Il est admis de manière constante qu'un écrit ne peut être considéré comme public lorsqu'il est diffusé qu'à un groupe déterminé de personnes liées par une communauté d'intérêts. Monsieur s. SC. estime que tel n'était pas le cas en ce que l'architecte C n'avait pas été mandaté pour suivre l'avancement des travaux. Il résulte des pièces versées aux débats que si l'étude C n'avait originellement pas pour mission de suivre les travaux, elle a été sollicitée pour aider à trouver une solution dans le litige entre la S.C.P A et la S. A. R. L. B quasiment dès l'origine des discussions puisqu'il résulte des échanges de courriels versés aux débats qu'au plus tard le 23 octobre, le cabinet C se voyait communiquer des devis et intervenait manifestement de manière active afin de solutionner les problèmes survenus (pièces 1 à 3 produites par Monsieur b. GU.). En outre, il apparaît clairement que le courriel litigieux a été adressé aux mêmes personnes que l'ensemble des échanges ayant eu lieu durant la tentative de trouver une solution amiable au litige Ainsi, il est fallacieux de prétendre que le cabinet C ne serait intervenu dans la présente affaire que pour déposer un dossier de permis de construire. Dès lors, il est donc établi que le courriel litigieux a été diffusé à un ensemble de personnes partageant une communauté d'intérêt. Il ne peut donc être retenu de caractère public à cet écrit de sorte que l'infraction de diffamation publique envers un particulier au sens des articles 21 et 24 de la loi n° 1.299 du 15 juillet 2005 n'est pas constituée. Il s'impose donc de relaxer Monsieur b. GU. des fins de la poursuite. Il convient en conséquence de déclarer les demandes de la partie-civile irrecevables et de condamner Monsieur s. SC. aux frais.

Dispositif🔗

PAR CES MOTIFS,

LE TRIBUNAL, statuant contradictoirement, conformément aux dispositions de l'article 377 du Code de procédure pénale,

Sur l'action publique,

Relaxe Monsieur b. GU. des fins de la poursuite sans peine ni dépens.

Sur l'action civile,

Déclare irrecevables les demandes de dommages-intérêts.

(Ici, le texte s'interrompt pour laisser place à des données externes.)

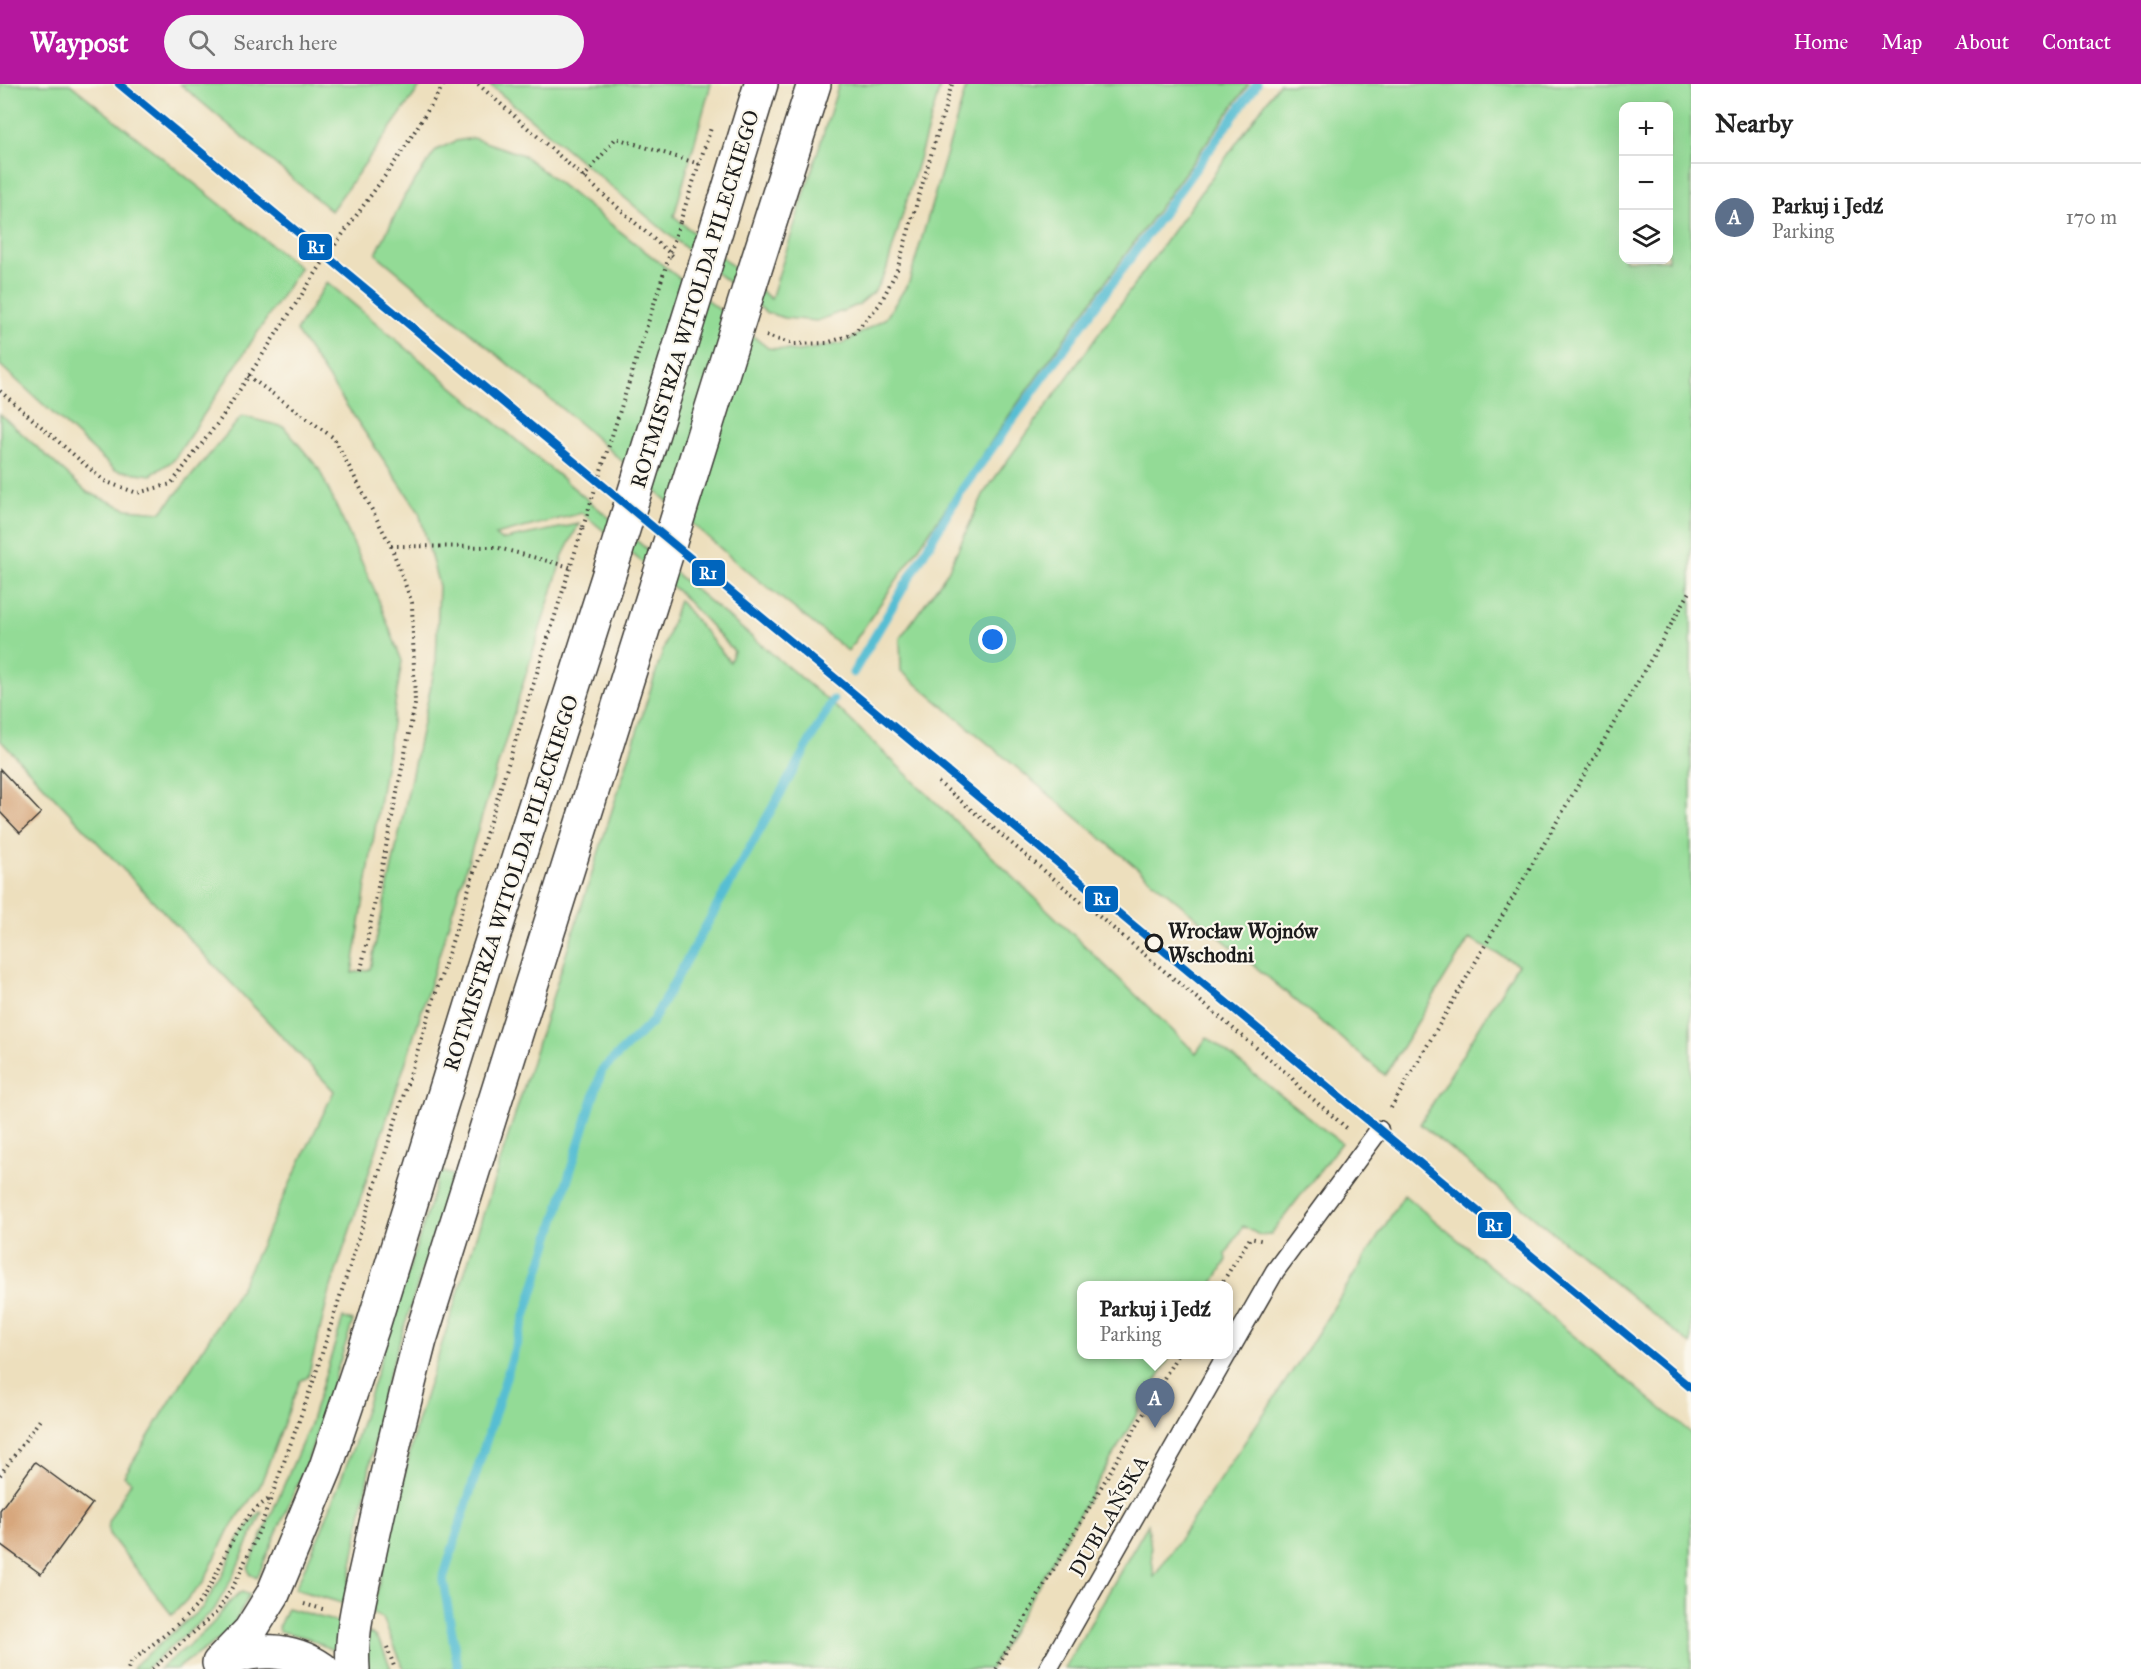 <!DOCTYPE html>
<meta charset="utf-8">
<style>
:root{--surface:#fff;--page:#f2f2f2;--text:#222;--muted:#767676;--line:#e0e0e0;--accent:#b5179e}
body{margin:0;font-family:"IM FELL Great Primer",serif;background:var(--page);color:var(--text)}
.controls{position:absolute;right:18px;top:18px;display:grid;overflow:hidden;border-radius:12px;box-shadow:0 6px 24px #0002}
.controls button{width:54px;height:54px;display:grid;place-items:center;padding:0;border:0;border-bottom:2px solid var(--line);background:var(--surface);color:var(--text);font:30px sans-serif}
.you{position:absolute;left:993px;top:556px;width:21px;height:21px;margin:-15px;border:4px solid #fff;border-radius:50%;background:#1a73e8;box-shadow:0 0 0 9px #1a73e833}
.badge{display:grid;place-items:center;width:39px;height:39px;border-radius:50%;background:var(--accent);color:#fff;font-size:20px;font-weight:700}
.pin{position:absolute;translate:-50% -50px;filter:drop-shadow(0 2px 3px #0008)}
.pin::after{content:'';position:absolute;top:32px;width:21px;height:18px;background:inherit;clip-path:polygon(0 0,100% 0,50% 100%)}
.popup{position:absolute;left:1077px;top:1197px;width:156px;height:78px;box-sizing:border-box;display:grid;place-content:center;border-radius:12px;background:var(--surface);filter:drop-shadow(0 2px 4px #0005);font-size:20px;white-space:nowrap;color:var(--muted)}
.popup b{font-size:22px;color:var(--text)}
.popup::after{content:'';position:absolute;left:50%;top:100%;margin-left:-12px;border:12px solid transparent;border-top-color:var(--surface)}
.list{margin:0;padding:0;list-style:none}
h2{display:flex;justify-content:space-between;align-items:center;height:78px;margin:0;padding:0 24px;font-size:26px}
h2 small{font-size:20px;font-weight:400;color:var(--muted)}
.list li{display:grid;grid-template-columns:39px 1fr auto;gap:18px;align-items:center;box-sizing:border-box;height:108px;padding:0 24px;border-top:2px solid var(--line)}
.list b{display:block;font-size:22px;white-space:nowrap}
.list p{margin:0;font-size:20px;white-space:nowrap;color:var(--muted)}
.list em{font-size:20px;font-style:normal;color:var(--muted)}
.icon{flex:none;width:33px;height:33px;fill:none;stroke:currentColor;stroke-width:2;stroke-linecap:round;stroke-linejoin:round}
.map{position:relative;flex:none;width:1691px;height:1585px;overflow:hidden}
header{display:flex;align-items:center;gap:36px;box-sizing:border-box;height:84px;padding:0 30px;background:var(--accent);color:#fff}
header strong{font-size:28px}
nav{display:flex;gap:33px;margin-inline-start:auto;font-size:21px}
.search{width:420px;height:54px;background:var(--page);display:flex;align-items:center;gap:15px;box-sizing:border-box;padding:0 21px;border-radius:33px;color:var(--muted);font-size:22px}
main{display:flex}
aside{flex:1;background:var(--surface)}
.map>svg:first-child{display:block}
.green{fill:#93db96;stroke:#587c59;stroke-width:1.5;fill-rule:evenodd}
.lines{fill:none;stroke-linecap:round;stroke-linejoin:round}
.stream{stroke:#56bed3;stroke-width:9}
.building{fill:#d7a77d}
.service-casing{stroke:#3b3934;stroke-width:21}
.primary-casing{stroke:#3b3934;stroke-width:36}
.path{stroke:#3b3934;stroke-width:4;stroke-dasharray:1.5 4.5;stroke-linecap:butt}
.service{stroke:#fff;stroke-width:18}
.primary{stroke:#fff;stroke-width:33}
.primary-bridge-casing{stroke:#3b3934;stroke-width:36;stroke-linecap:butt}
.path-bridge{stroke:#3b3934;stroke-width:4;stroke-dasharray:1.5 4.5;stroke-linecap:butt}
.primary-bridge{stroke:#fff;stroke-width:33}
.rail-1-casing{stroke:#fbf7ec;stroke-width:12}
.rail-1{stroke:#0065bd;stroke-width:8}
.stop-dot{fill:#fbf7ec;stroke:#1c1c1c;stroke-width:3}
.labels{text-anchor:middle;dominant-baseline:central;stroke-width:4.5;stroke-linejoin:round;paint-order:stroke}
.street-label{font-size:21px;fill:#1c1c1c;stroke:#fbf7ec}
.stop-label{font-size:21px;font-weight:bold;fill:#1c1c1c;stroke:#fbf7ec;text-anchor:start}
.line-badge{stroke:#fbf7ec;stroke-width:2}
.badge-label{font-size:16px;text-anchor:middle;font-weight:bold;fill:#fff}
</style>
<header>
<strong>Waypost</strong>
<div class="search"><svg class="icon" aria-label="search" viewBox="0 0 24 24"><circle cx="10" cy="10" r="6"/><path d="M15 15l6 6"/></svg>Search here</div>
<nav><a>Home</a><a>Map</a><a>About</a><a>Contact</a></nav>
</header>
<main>
<div class="map">
<svg width="1691" height="1585" viewBox="0 0 1691 1585">
<rect width="100%" height="100%" fill="#fbf7ec"/>
<filter id="ink" filterUnits="userSpaceOnUse"><feTurbulence type="fractalNoise" baseFrequency=".0167" numOctaves="2"/><feDisplacementMap in="SourceGraphic" scale="12" xChannelSelector="R" yChannelSelector="G"/><feConvolveMatrix kernelMatrix="1 2 1 2 8 2 1 2 1" color-interpolation-filters="sRGB"/></filter>
<filter id="wash" filterUnits="userSpaceOnUse"><feTurbulence type="fractalNoise" baseFrequency=".008" numOctaves="4" result="noise"/><feDisplacementMap in="SourceGraphic" scale="24" xChannelSelector="R" yChannelSelector="G"/><feGaussianBlur stdDeviation="1.35" result="paint"/><feColorMatrix in="noise" values="0 0 0 0 0 0 0 0 0 0 0 0 0 0 0 0 0 1.4 0 .05"/><feComposite in="paint" operator="in"/></filter>
<g filter="url(#wash)">
<rect width="100%" height="100%" fill="#eddfbd"/>
<path class="green" d="M0,0H70L300,184L174,376L151,391L115,386L0,281Z
M180,0H422L331,127Z
M489,0H711L674,132L771,215L839,0H941L886,187L874,208L858,221L817,237L785,234L767,229L668,150Z
M967,0H1249L1013,326L848,567L737,479L580,340L376,170L405,111L436,66L456,57L473,54L523,71L768,264L799,267L844,259L886,234L909,198Z
M1279,0H1691V1261L1420,1040L1518,880L1469,855L1385,991L901,587L900,554L947,489L984,409ZM1624,22H1668V176H1624Z
M327,198L843,629L1196,969L1207,953L1341,1059L1271,1150L1259,1151L1243,1142L1226,1170L1227,1176L1212,1201L1082,1202V1270L1171,1271L990,1585H404L383,1534L372,1529L417,1338L679,516L730,578L734,567L681,510L582,429L495,451L501,456L579,440L563,471L407,974L330,1206L308,1293L300,1297L260,1402L228,1447L203,1499L172,1531L109,1450L108,1438L131,1398L124,1392L241,1203L334,1007L0,656V330L87,408L127,425L161,428L242,332L284,343L319,385L375,507L402,577L352,889L370,885L436,578L439,502L419,428L296,247Z
M440,1087L453,1091L383,1309L345,1520L295,1505L322,1445L354,1361Z
M1404,1111L1691,1349V1585H1064L1148,1440L1154,1493L1310,1261Z
M343,1234L353,1237L308,1376L257,1494L249,1490L248,1484L309,1343Z
M260,1428L262,1429L230,1498L214,1526L145,1585H133L136,1580L203,1523L221,1494L239,1454Z
M242,1508L249,1511C242,1525 236,1540 224,1551C209,1564 192,1572 177,1585H159C176,1571 195,1558 210,1542C220,1533 231,1512 242,1508Z
M287,1524L341,1539L336,1565L332,1566L308,1554L279,1547V1542Z
M368,1548C382,1554 385,1571 391,1585H365Z"/>
<g class="lines">
<path class="stream" d="M853,589L961,407L1257,0
M458,1585L443,1495L602,986L652,938L833,616"/>
</g>
<g id="blocks">
<path class="building" d="M0,685L41,729L20,749L0,728Z
M35,1378L92,1420L41,1490L0,1460V1426Z"/>
</g>
</g>
<g filter="url(#ink)">
<use href="#blocks" fill-opacity="0" stroke="#3b3934" stroke-width="1.5"/>
<g class="lines">
<g class="service-casing">
<path id="service" d="M1228,1269L1275,1187L1379,1046
M1048,1585L1227,1270"/>
</g>
<g class="primary-casing">
<path id="primary" d="M711,163L761,0
M751,198L814,0
M220,1578L250,1547L273,1510L326,1383L373,1242L483,885L616,468
M219,1579C252,1563 291,1563 322,1585
M353,1585C350,1545 362,1506 370,1467C385,1396 402,1326 420,1256L657,500"/>
</g>
<path class="path" d="M478,0L674,173
M583,94L616,54L699,80
M680,138L711,44
M766,252L794,260L827,259L853,250L880,220L897,186L952,0
M248,292L334,354L391,462L412,519L415,620L361,886
M0,307L104,397L137,409L171,400L220,336L327,172L400,71L444,0
M391,462L495,463L570,483
M938,698L1290,992L1300,1004L1349,1046
M1391,1024L1691,506
M1220,1202L1250,1154L1265,1157
M0,1391L42,1333
M304,1520L326,1526
M387,1563L395,1585
M128,1585L132,1577C150,1562 193,1531 204,1512C225,1479 234,1434 271,1414
M152,1585L218,1527L236,1497L259,1447L313,1298L583,443
M996,1585L1178,1270"/>
<use href="#service" class="service"/>
<use href="#primary" class="primary"/>
<g class="primary-bridge-casing">
<path id="primary-bridge" d="M616,468L711,163
M657,500L751,198"/>
</g>
<path class="path-bridge" d="M583,443L680,138"/>
<use href="#primary-bridge" class="primary-bridge"/>
<g class="rail-1-casing">
<path id="rail-1" d="M119,0L1691,1304"/>
</g>
<use href="#rail-1" class="rail-1"/>
</g>
</g>
<circle class="stop-dot" cx="1154" cy="859" r="8"/>
<g class="labels">
<g class="street-label">
<text transform="translate(695 215) rotate(-73)">ROTMISTRZA WITOLDA PILECKIEGO</text>
<text transform="translate(511 799) rotate(-72)">ROTMISTRZA WITOLDA PILECKIEGO</text>
<text transform="translate(1109 1432) rotate(-60)">DUBLAŃSKA</text>
</g>
<g class="stop-label">
<text x="1168" y="847">Wrocław Wojnów<tspan x="1168" dy="24">Wschodni</tspan></text>
</g>
</g>
<g class="line-badge">
<rect x="298" y="149" width="35" height="28" rx="6" fill="#0065bd"/>
<rect x="691" y="475" width="35" height="28" rx="6" fill="#0065bd"/>
<rect x="1084" y="801" width="35" height="28" rx="6" fill="#0065bd"/>
<rect x="1477" y="1127" width="35" height="28" rx="6" fill="#0065bd"/>
</g>
<g class="badge-label">
<text x="316" y="169">R1</text>
<text x="708" y="495">R1</text>
<text x="1102" y="821">R1</text>
<text x="1494" y="1147">R1</text>
</g>
</svg>
<div class="controls">
<button>+</button>
<button>−</button>
<button><svg class="icon" aria-label="layers" viewBox="0 0 24 24"><path d="M12 4l9 5-9 5-9-5zM3 14l9 5 9-5"/></svg></button>
</div>
<div class="you"></div>
<div class="pin badge" style="left:1155px;top:1344px;background:#5c6f8a">A</div>
<div class="popup"><b>Parkuj i Jedź</b>Parking</div>
</div>
<aside>
<h2>Nearby<small></small></h2>
<ul class="list">
<li><span class="badge" style="background:#5c6f8a">A</span><div><b>Parkuj i Jedź</b><p>Parking</p></div><em>170 m</em></li>
</ul>
</aside>
</main>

Condamne Monsieur s. SC. aux frais.

Composition🔗

Ainsi jugé après débats du trente et un mars deux mille quinze en audience publique tenue devant le Tribunal correctionnel composé par Monsieur Florestan BELLINZONA, Premier juge, faisant fonction de Président, Monsieur Morgan RAYMOND, Juge, Madame Léa PARIENTI, Magistrat référendaire, le Ministère public dûment représenté, et prononcé à laudience publique du quatorze avril deux mille quinze, par Monsieur Florestan BELLINZONA, Premier juge, faisant fonction de Président, en présence de Mademoiselle Alexia BRIANTI Substitut du Procureur Général, assistés de Madame Laurie PANTANELLA, Greffier.